6

I am trying to pass a string by reference and manipulate the string in the function:

fn manipulate(s: &mut String) {                                                                                                                                                                                                          
  // do some string manipulation, like push
  s.push('3');  // error: type `&mut collections::string::String` 
                // does not implement any method in scope named `push`
}

fn main() {
  let mut s = "This is a testing string".to_string();
  manipulate(&s);          
  println!("{}", s);       
}

I have looked at examples on borrowing and mutibility. Also tried (*s).push('3'), but got

error: type `collections::string::String` does not implement any method in scope named `push`

I'm sure there's something obvious I'm missing or perhaps more reference material to read, but I'm not sure how to proceed.
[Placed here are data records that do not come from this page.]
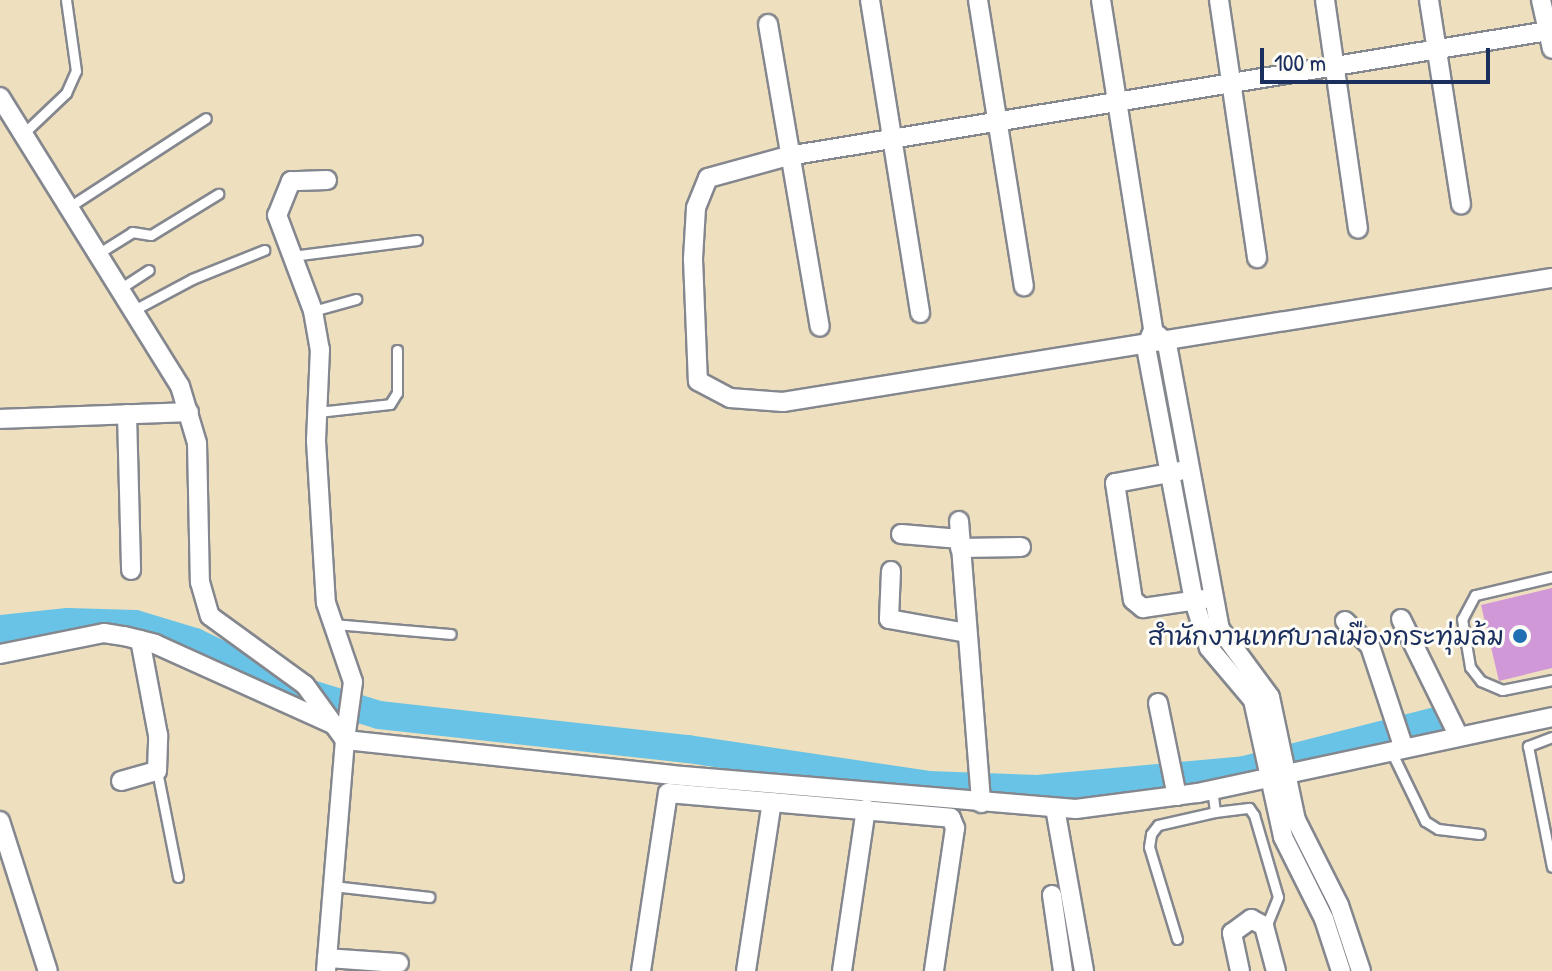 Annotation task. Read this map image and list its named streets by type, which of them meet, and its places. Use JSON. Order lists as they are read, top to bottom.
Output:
{
  "places": ["สำนักงานเทศบาลเมืองกระทุ่มล้ม"],
  "scale_bar": "100 m"
}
Thanks!

3
  • The change push_char -> push must be relatively recent, since I don't recall encountering it the last time I used that part of String functionality. What version are you using (if nightly, from what date)? Commented Oct 1, 2014 at 22:05
  • The version I am using is rustc 0.12.0-nightly (740905042 2014-09-29 23:52:21 +0000) Commented Oct 2, 2014 at 2:42
  • To correct the previous comment I made. I tried the same code on a different machine, which has rustc 0.12.0-nightly (740905042 2014-09-29 23:52:21 +0000). The error that result is actually a lot more informative: error: cannot borrow immutable dereference of &-pointer as mutable. Basically it is exactly as @IdolfHatler described! Commented Oct 2, 2014 at 2:49

1 Answer 1

15

Your code works with a slight modification on the newest version of rustc.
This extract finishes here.